Tags: 2012 > 529 Performance > CGFAX > Index Fund > Oppenheimer > Vanguard
Oct-2011 Vanguard 529 Index Fund Portfolio Performance
Posted on | December 12, 2011 | No Comments
October was a good month for the markets, especially when you use the end of September as your comparison. You will remember, the last update had poor performance because our end-of-month trades happened to correspond with the high of the trading range and the low of the trading range. During October, the S&P 500 broke out of its trading range after testing the “ceiling” a few times in early October.
Overall market performance between September 30, 2011, and October 31, 2011:
- S&P 500 (^GSPC): +10.77%
- Dow Jones Industrial Average (^DJI): +9.54%
- NASDAQ (^IXIC): +11.13%
Our sample actively managed mutual fund, the Growth Fund of America (CGFAX), was up +10.45% (before fees) between September 30, 2011, and October 31, 2011. Whereas our age-based benchmark, the Oppenheimer Blended Age-Based 0–6 Years Portfolio, was up +10.21%. Even though the performance of CGFAX is impressive, it still did not outperform the Total Stock Market Index, Small-Cap Index, S&P 500, or NASDAQ.
Our more conservative Vanguard index fund portfolio was up +8.79% between September 30, 2011, and October 31, 2011 (before the monthly automatic investment). Even though this is less than the other two more aggressive investments, 8.79% is not bad by any means. The money that was put into the account for the month of September has already had more than a year’s worth of growth. Keep in mind, our yearly target is 7% on average. Here is the performance of each individual fund in our index fund portfolio:
|
+10.15% |
|
+11.51% |
|
+15.24% |
|
+5.34% |
|
+0.20% |
At the end of October, the allocation of our Vanguard portfolio was:
- Vanguard Small-Cap Index (NAESX):
- 16.01% (up from 15.11%; goal = 15%)
- Vanguard Total Stock Market Index (VTSMX):
- 15.62% (up from 15.23%; goal = 15%)
- Vanguard Total International Stock Index (VGTSX):
- 37.45% (down from 36.93%; goal = 40%)
- Vanguard High-Yield Bond (VWEHX):
- 15.79% (down from 16.30%; goal = 15%)
- Vanguard Total Bond Market Index (VBMFX):
- 15.14% (down from 16.43%; goal = 15%)
You can see the relative performance of each portfolio on the performance page: Vanguard Index Fund 529 Performance.
The age-based fund has taken back first place by a small margin and all three investment options are back to the positive territory. Last month the actively managed fund had actually lost money (its value was below the money put into the fund).

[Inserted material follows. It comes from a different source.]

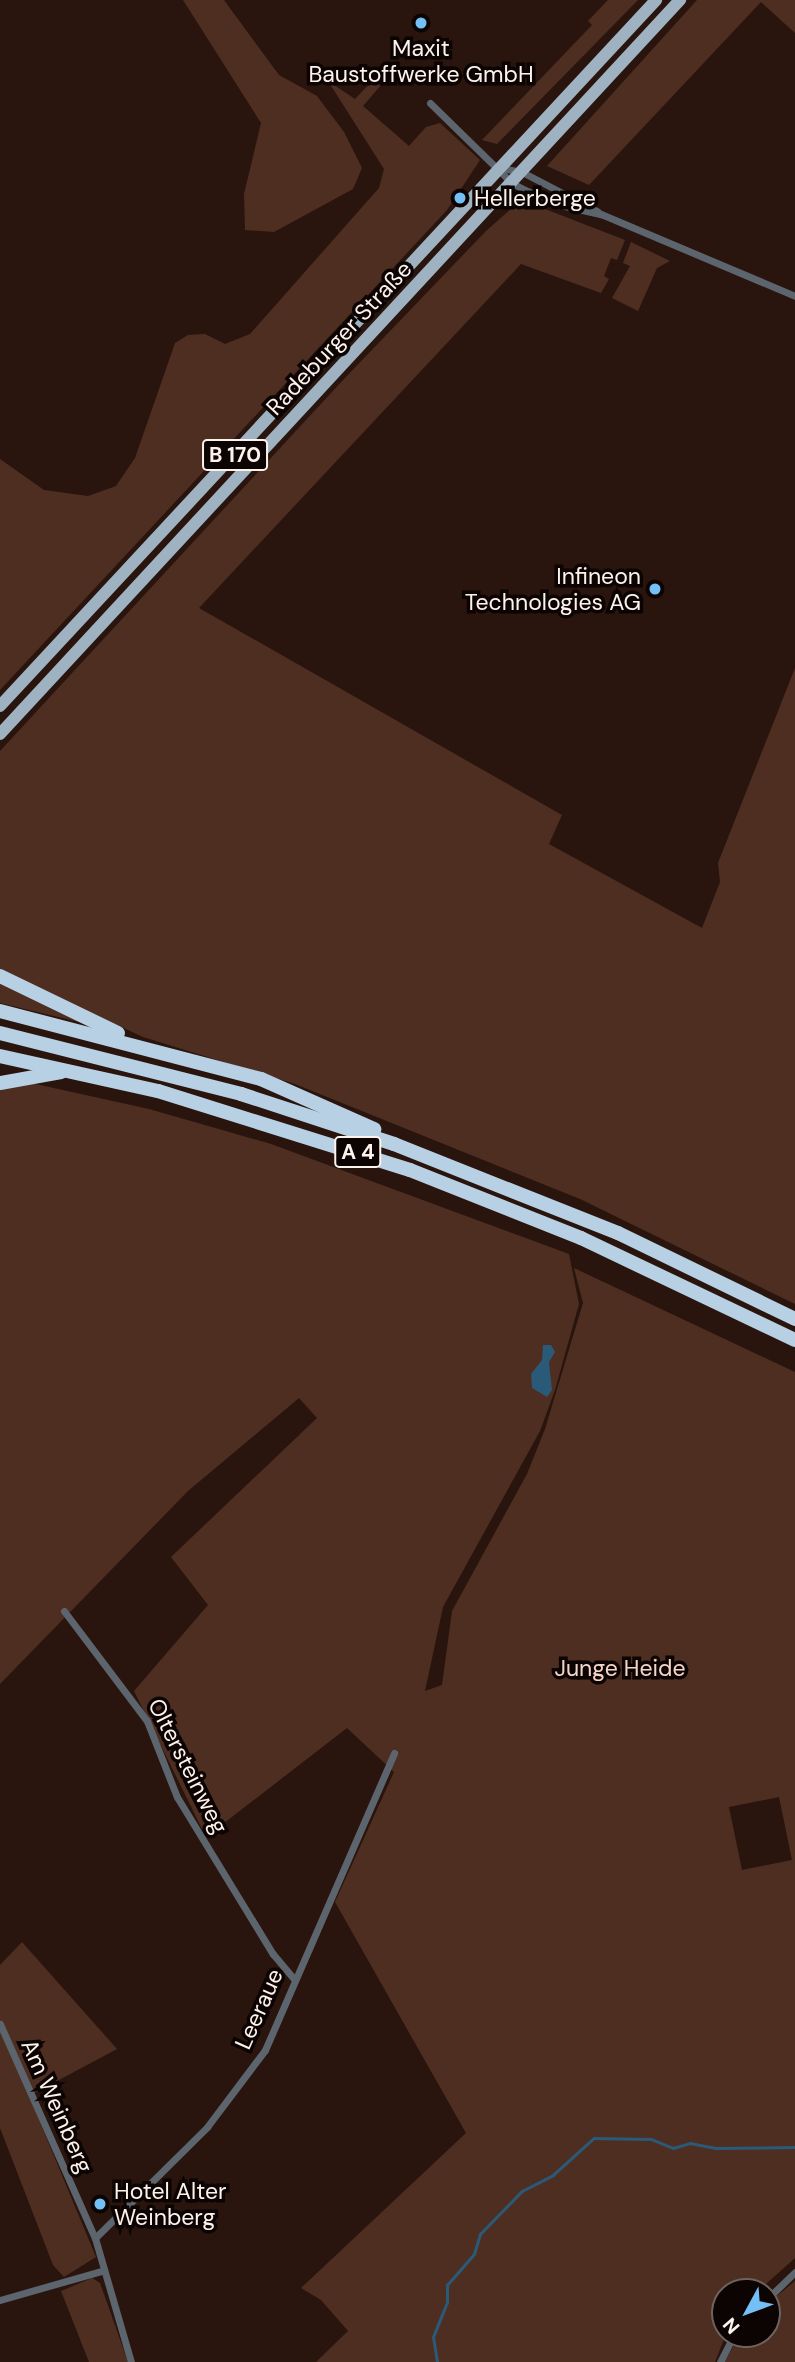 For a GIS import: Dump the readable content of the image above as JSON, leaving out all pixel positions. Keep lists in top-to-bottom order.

Finally, here is an interesting article to read in regard to index fund investing: Indexing Fans Have a Lot to Thank Vanguard for This Year, by William Samuel Rocco of Morningstar.

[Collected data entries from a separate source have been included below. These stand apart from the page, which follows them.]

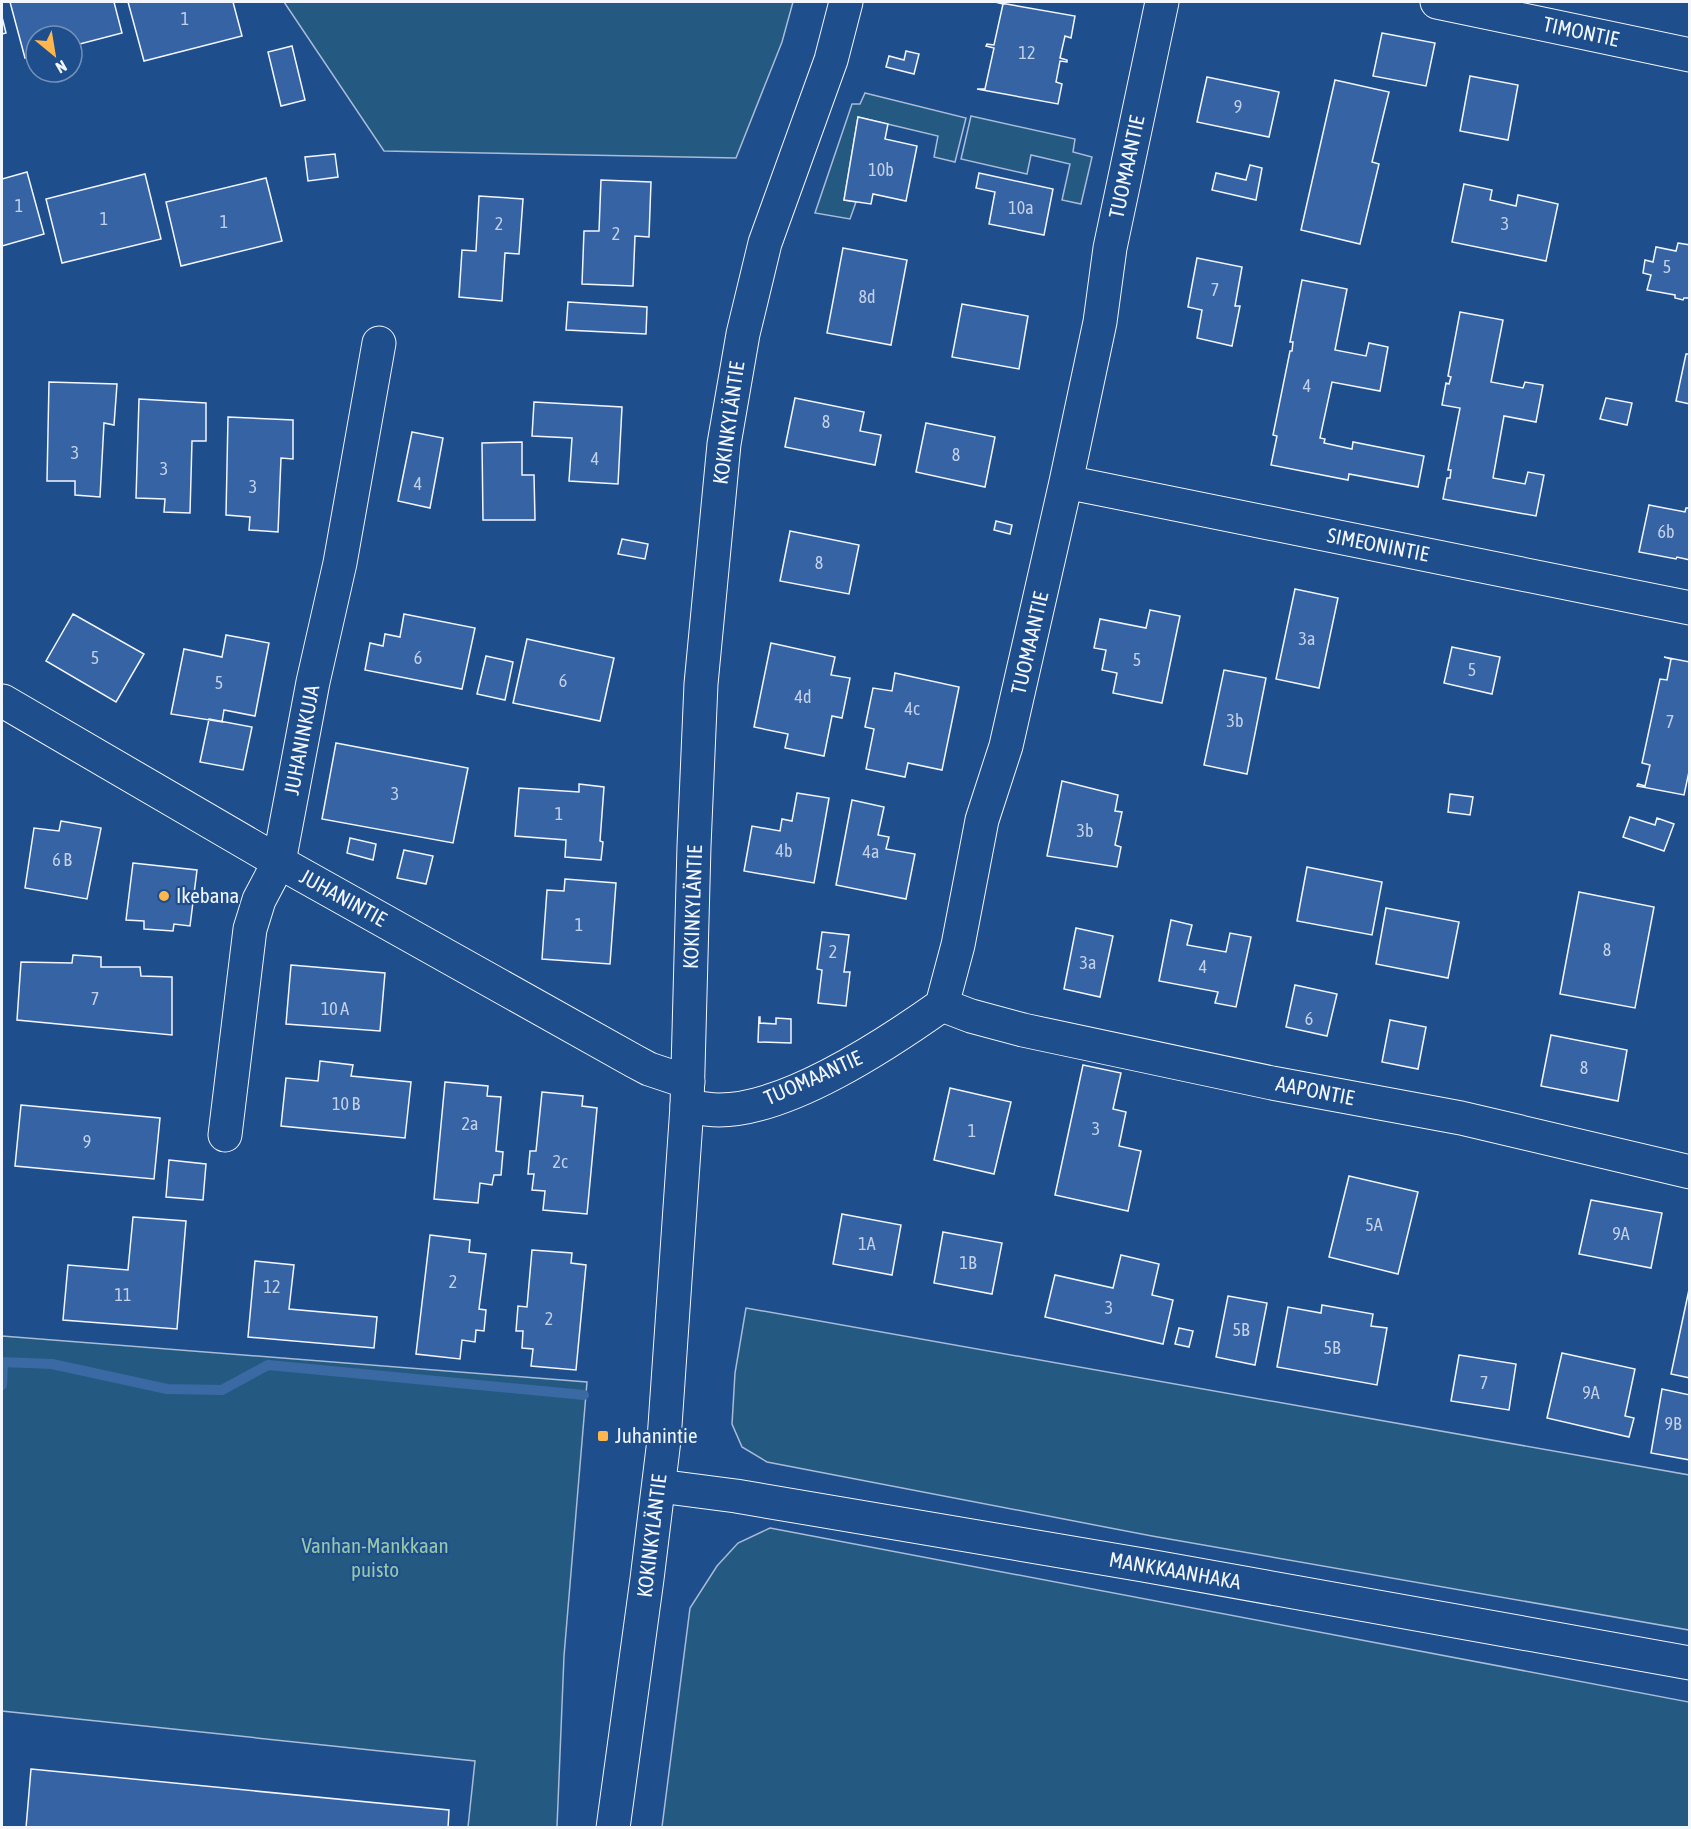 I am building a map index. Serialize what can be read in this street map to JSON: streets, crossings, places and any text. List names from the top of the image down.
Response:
{
  "streets": {
    "street": [
      "TIMONTIE",
      "TUOMAANTIE",
      "KOKINKYLÄNTIE",
      "SIMEONINTIE",
      "JUHANINKUJA",
      "JUHANINTIE",
      "AAPONTIE",
      "MANKKAANHAKA"
    ]
  },
  "crossings": [
    ["TUOMAANTIE", "KOKINKYLÄNTIE"],
    ["TUOMAANTIE", "SIMEONINTIE"],
    ["TUOMAANTIE", "JUHANINTIE"],
    ["TUOMAANTIE", "AAPONTIE"],
    ["KOKINKYLÄNTIE", "JUHANINTIE"],
    ["KOKINKYLÄNTIE", "MANKKAANHAKA"],
    ["JUHANINKUJA", "JUHANINTIE"]
  ],
  "parks": ["Vanhan-Mankkaan puisto"],
  "places": {
    "other": ["Ikebana"],
    "transit": ["Juhanintie"]
  },
  "house_numbers": [
    "1",
    "12",
    "9",
    "10b",
    "1",
    "10a",
    "1",
    "1",
    "2",
    "3",
    "2",
    "5",
    "7",
    "8d",
    "4",
    "8",
    "3",
    "8",
    "4",
    "3",
    "4",
    "3",
    "6b",
    "8",
    "3a",
    "5",
    "6",
    "5",
    "5",
    "6",
    "5",
    "4d",
    "4c",
    "3b",
    "7",
    "3",
    "1",
    "3b",
    "4b",
    "4a",
    "6 B",
    "1",
    "8",
    "2",
    "3a",
    "4",
    "7",
    "10 A",
    "6",
    "8",
    "10 B",
    "2a",
    "3",
    "1",
    "9",
    "2c",
    "5A",
    "9A",
    "1A",
    "1B",
    "2",
    "12",
    "11",
    "3",
    "2",
    "5B",
    "5B",
    "7",
    "9A",
    "9B"
  ],
  "north": "bottom right"
}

Sept-2011 Vanguard Index Fund 529 Portfolio Performance
Posted on | October 13, 2011 | No Comments
September was another not-so-great month for the markets—well, sort of. The market was actually “flat” for the month, even though the difference between the two dates we happen to be dealing with (Aug. 31 and Sept. 30) shows a huge decline. The market is still trading in a “range.” For one day the market did close (as measured by the Vanguard S&P 500 index fund) below the lower level of the range. I’m glad I do not trade using charts because this should have been a sign to sell, but instead the market has been rising since. August 31 was at the top of the range and September 30 was at the bottom! Which means last month we got a super-sale.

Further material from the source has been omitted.